Image capture software, like a lot of utility software, is of the sort in which 95% of the functionality you need is well-defined and shared by every program in the category. It comes down to those bells and whistles which most users rarely need--but you just might. HyperSnap ($40, free demo with watermarking) does all of the basics, capturing windows, regions (rectangular or freehand), menus, and so on. It can scroll large images to capture an entire Web page, and of course you can save in a variety of formats. So what are the goodies?
The demo version of capable screen capture HyperSnap is full-featured, but leaves watermarks on images.

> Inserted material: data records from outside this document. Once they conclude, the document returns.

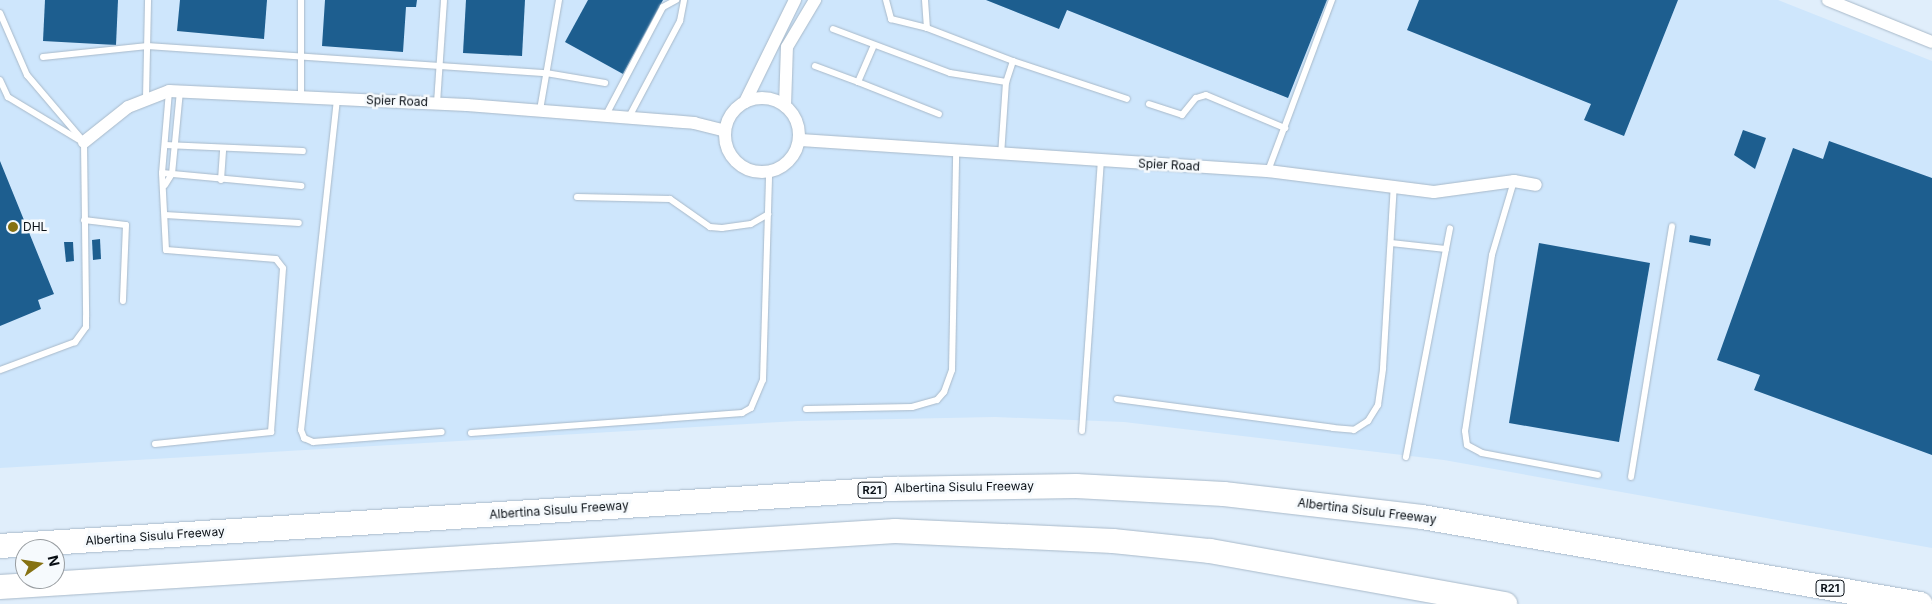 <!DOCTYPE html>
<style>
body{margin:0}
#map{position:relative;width:1932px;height:604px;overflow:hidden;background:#e0eefb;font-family:Inter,sans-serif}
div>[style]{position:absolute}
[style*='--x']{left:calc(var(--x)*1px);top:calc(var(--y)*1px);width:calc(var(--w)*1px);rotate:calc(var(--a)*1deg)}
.built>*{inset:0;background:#cee6fc}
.building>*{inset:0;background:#1d5e8f}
.roads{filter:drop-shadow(0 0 1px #a8b9c9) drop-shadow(0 0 1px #a8b9c9)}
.service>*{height:6px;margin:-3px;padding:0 3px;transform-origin:3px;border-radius:3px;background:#fff}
.minor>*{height:12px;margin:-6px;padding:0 6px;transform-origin:6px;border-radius:6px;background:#fff}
.minor>.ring{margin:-6px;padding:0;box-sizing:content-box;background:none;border:12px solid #fff;border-radius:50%}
.motorway>*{height:24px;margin:-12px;padding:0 12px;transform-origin:12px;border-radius:12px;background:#fff}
.dots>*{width:14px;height:14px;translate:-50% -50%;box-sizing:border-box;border:2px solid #f6fafd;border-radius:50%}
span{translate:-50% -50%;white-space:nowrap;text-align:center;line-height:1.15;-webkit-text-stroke:5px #f6fafd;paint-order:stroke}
.shield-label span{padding:1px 4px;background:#f6fafd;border:1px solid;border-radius:4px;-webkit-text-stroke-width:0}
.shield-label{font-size:11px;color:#090f15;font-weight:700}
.street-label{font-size:12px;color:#090f15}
.poi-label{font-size:12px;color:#090f15}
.left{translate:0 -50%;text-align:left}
.north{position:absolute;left:15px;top:539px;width:50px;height:50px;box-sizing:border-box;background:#f6fafd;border:1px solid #979ca0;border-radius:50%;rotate:77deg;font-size:14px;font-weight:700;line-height:20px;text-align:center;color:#090f15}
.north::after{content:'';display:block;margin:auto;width:18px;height:22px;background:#867213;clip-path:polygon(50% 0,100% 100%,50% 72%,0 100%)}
</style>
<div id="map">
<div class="built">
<div style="clip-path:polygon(0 0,1778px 0,1932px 61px,1932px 548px,1444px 460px,1124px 422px,995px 417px,798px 421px,0 468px)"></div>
</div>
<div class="building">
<div style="clip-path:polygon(45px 0,118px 0,116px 45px,43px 41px)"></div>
<div style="clip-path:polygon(180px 0,267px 0,264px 39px,177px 31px)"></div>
<div style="clip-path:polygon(325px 0,417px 0,416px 7px,406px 7px,403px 52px,322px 46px)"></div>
<div style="clip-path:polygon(466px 0,525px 0,522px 56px,463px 53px)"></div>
<div style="clip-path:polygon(588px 0,663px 0,623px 74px,565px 42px)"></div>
<div style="clip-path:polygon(986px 0,1327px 0,1288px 98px,1067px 10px,1059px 29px)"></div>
<div style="clip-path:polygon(1419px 0,1678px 0,1624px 136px,1584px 120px,1591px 104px,1407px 30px)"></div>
<div style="clip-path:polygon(1743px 130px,1766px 138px,1755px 169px,1734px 155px)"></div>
<div style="clip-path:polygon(1829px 141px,1932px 178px,1932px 455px,1754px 390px,1760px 375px,1717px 360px,1793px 148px,1823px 159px)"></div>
<div style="clip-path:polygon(0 161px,54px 294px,38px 300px,41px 309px,0 326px)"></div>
<div style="clip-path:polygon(1690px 235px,1711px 239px,1710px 246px,1689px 242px)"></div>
<div style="clip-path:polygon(100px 239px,101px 259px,93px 260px,92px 240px)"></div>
<div style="clip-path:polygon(64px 242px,73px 242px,74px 261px,66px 262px)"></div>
<div style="clip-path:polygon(1539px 243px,1650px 263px,1619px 442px,1509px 423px)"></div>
</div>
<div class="roads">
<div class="service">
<div style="--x:886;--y:0;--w:20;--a:75"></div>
<div style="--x:891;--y:19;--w:37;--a:14"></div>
<div style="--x:925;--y:0;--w:28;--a:86"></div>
<div style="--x:927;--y:28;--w:92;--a:21"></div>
<div style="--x:1013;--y:61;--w:22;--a:108"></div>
<div style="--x:1006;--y:82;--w:73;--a:93.9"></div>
<div style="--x:0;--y:13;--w:68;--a:66.5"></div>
<div style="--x:27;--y:75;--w:88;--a:49.6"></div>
<div style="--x:84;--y:142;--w:175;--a:89.3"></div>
<div style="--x:86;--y:317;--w:10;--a:90"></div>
<div style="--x:86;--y:327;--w:19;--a:126"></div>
<div style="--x:75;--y:342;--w:80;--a:159.5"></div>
<div style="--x:833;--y:29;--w:125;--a:20.6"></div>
<div style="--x:950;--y:73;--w:57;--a:9.1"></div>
<div style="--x:43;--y:57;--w:105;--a:-6"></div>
<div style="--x:147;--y:46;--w:400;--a:3.9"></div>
<div style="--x:546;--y:73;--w:60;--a:9.6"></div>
<div style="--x:1013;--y:61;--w:120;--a:18.4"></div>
<div style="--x:815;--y:66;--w:46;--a:20.4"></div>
<div style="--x:858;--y:82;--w:40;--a:-66.6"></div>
<div style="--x:0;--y:80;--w:19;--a:65"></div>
<div style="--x:8;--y:97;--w:85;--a:31.1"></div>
<div style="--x:858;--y:82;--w:87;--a:21.6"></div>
<div style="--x:301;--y:96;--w:96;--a:-90"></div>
<div style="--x:146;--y:98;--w:98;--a:-88.8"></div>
<div style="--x:337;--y:99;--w:333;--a:96.2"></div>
<div style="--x:301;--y:430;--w:9;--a:69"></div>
<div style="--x:304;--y:438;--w:10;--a:24"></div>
<div style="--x:313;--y:442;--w:129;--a:-4.4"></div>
<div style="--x:437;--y:103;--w:103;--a:-86.1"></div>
<div style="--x:1149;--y:104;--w:35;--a:18"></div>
<div style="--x:1182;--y:115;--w:22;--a:-51"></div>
<div style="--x:1196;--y:98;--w:10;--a:-17"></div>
<div style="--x:1206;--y:95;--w:86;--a:22.7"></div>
<div style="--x:540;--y:110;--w:112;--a:-80.2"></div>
<div style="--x:606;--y:115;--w:122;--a:-62.2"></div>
<div style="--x:663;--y:7;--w:15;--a:-28"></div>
<div style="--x:629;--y:117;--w:109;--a:-62"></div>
<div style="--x:680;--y:21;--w:21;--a:-79"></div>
<div style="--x:165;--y:145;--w:138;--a:2.5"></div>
<div style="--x:1268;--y:171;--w:183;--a:-69.5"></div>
<div style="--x:162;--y:173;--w:140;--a:5.3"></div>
<div style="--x:221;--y:180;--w:31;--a:-86"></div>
<div style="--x:1514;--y:181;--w:77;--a:106.6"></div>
<div style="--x:1492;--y:255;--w:178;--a:98.7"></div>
<div style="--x:1465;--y:431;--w:14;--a:82"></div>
<div style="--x:1467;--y:445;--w:17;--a:28"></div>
<div style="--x:1482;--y:453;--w:118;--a:10.7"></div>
<div style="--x:165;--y:185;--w:13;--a:-58"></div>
<div style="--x:172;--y:174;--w:83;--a:-84.5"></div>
<div style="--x:577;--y:197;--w:93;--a:1.2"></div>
<div style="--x:670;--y:199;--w:49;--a:35"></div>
<div style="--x:710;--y:227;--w:12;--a:5"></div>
<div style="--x:722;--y:228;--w:29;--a:-8"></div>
<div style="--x:751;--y:224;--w:20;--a:-30"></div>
<div style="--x:165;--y:215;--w:134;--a:3.4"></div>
<div style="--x:84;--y:220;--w:42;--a:6.8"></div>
<div style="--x:126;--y:225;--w:76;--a:92.3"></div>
<div style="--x:1391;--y:243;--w:55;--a:6.2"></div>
<div style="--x:1446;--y:249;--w:212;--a:100.9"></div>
<div style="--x:1446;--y:249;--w:21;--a:-79"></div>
<div style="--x:1117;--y:399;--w:218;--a:7.6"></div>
<div style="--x:1333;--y:428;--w:21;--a:5"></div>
<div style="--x:1354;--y:430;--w:17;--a:-33"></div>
<div style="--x:1368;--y:421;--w:19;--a:-58"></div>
<div style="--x:1378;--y:405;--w:37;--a:-82"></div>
<div style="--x:1383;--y:368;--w:183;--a:-86.6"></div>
<div style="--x:806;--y:409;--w:106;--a:-1.1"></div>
<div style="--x:912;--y:407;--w:26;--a:-16"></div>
<div style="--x:937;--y:400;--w:11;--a:-49"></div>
<div style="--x:944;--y:392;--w:23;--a:-70"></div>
<div style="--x:952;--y:370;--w:218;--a:-88.9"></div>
<div style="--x:1082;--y:431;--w:271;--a:-86"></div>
<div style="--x:471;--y:433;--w:272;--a:-4.2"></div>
<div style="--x:742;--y:413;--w:10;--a:-29"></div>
<div style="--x:751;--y:408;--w:30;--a:-67"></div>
<div style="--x:763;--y:380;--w:208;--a:-88.3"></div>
<div style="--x:155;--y:444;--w:117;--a:-5.9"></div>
<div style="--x:271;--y:432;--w:164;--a:-85.8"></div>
<div style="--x:283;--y:268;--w:11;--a:-128"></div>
<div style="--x:276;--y:259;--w:110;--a:-175.3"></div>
<div style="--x:166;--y:250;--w:77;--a:-93"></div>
<div style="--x:162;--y:173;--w:82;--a:-85.1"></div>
<div style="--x:1631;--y:477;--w:254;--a:-80.7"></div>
</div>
<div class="minor">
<div style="--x:1828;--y:0;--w:112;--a:22"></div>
<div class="ring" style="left:725px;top:98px;width:62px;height:62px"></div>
<div style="--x:745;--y:102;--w:114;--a:-63.9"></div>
<div style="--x:785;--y:106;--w:59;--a:-88.1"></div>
<div style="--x:787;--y:47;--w:55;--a:-59.2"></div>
<div style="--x:799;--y:140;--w:470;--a:3.8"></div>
<div style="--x:1268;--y:171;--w:167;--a:7.2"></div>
<div style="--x:1434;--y:192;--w:81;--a:-7.8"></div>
<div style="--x:1514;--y:181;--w:22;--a:10"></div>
<div style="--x:84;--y:142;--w:56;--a:-38.5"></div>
<div style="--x:128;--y:107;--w:44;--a:-21.3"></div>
<div style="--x:169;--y:91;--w:298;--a:2.7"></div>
<div style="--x:467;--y:105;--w:228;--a:4.5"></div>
<div style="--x:694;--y:123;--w:32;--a:14"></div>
</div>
<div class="motorway">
<div style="--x:0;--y:546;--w:894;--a:-3.66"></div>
<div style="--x:892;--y:489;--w:184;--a:-0.9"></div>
<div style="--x:1076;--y:486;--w:148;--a:3.1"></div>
<div style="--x:1224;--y:494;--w:199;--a:6.6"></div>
<div style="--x:1422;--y:517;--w:506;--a:9.91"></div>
<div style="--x:0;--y:587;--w:897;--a:-3.58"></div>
<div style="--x:895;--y:531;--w:218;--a:2.6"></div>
<div style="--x:1113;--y:541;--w:98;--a:5.9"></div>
<div style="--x:1210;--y:551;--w:300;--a:10.2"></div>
</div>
</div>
<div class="dots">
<div style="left:13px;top:227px;background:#867213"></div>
</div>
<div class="shield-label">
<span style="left:872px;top:490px">R21</span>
<span style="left:1830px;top:588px">R21</span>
</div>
<div class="street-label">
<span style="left:397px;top:101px;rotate:2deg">Spier Road</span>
<span style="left:1169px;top:165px;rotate:3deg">Spier Road</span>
<span style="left:964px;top:487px;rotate:-1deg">Albertina Sisulu Freeway</span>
<span style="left:559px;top:510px;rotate:-4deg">Albertina Sisulu Freeway</span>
<span style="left:1367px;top:511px;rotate:7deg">Albertina Sisulu Freeway</span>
<span style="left:155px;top:536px;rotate:-4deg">Albertina Sisulu Freeway</span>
</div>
<div class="poi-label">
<span class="left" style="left:23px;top:227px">DHL</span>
</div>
<div class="north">N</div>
</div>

HyperSnap's first standout extra feature is a text capture utility called TextSnap. Just select a screen region--for example, an error dialog with a complex string of hexadecimal numbers which mean nothing to you but might mean something to that guy in tech support--and use TextSnap. Presto, you've got the data in an editable text format. This is useful for a lot of things, but, unfortunately, it doesn't work in places where you might need it most--capturing text from PDFs or bitmap (JPG, GIF, etc) image files.
HyperSnap also has a "stamp" feature. This allows you to define an image and then "stamp" that image all over your captured picture. The stamp editor interface deserves some praise, as it does what I most desire in a user interface: It integrates choosing "which stamp" and "creating new stamps," so work flows naturally.
In comparison to Snagit , the generally accepted leader in screen capture, HyperSnap is close. Snagit has, overall, more options for image editing and capture. On the other hand, HyperSnap is ten dollars cheaper and performs the vast majority of functions you'll need just as well. If you don't yet have a preferred image capture program, it's worth checking out the trials for both.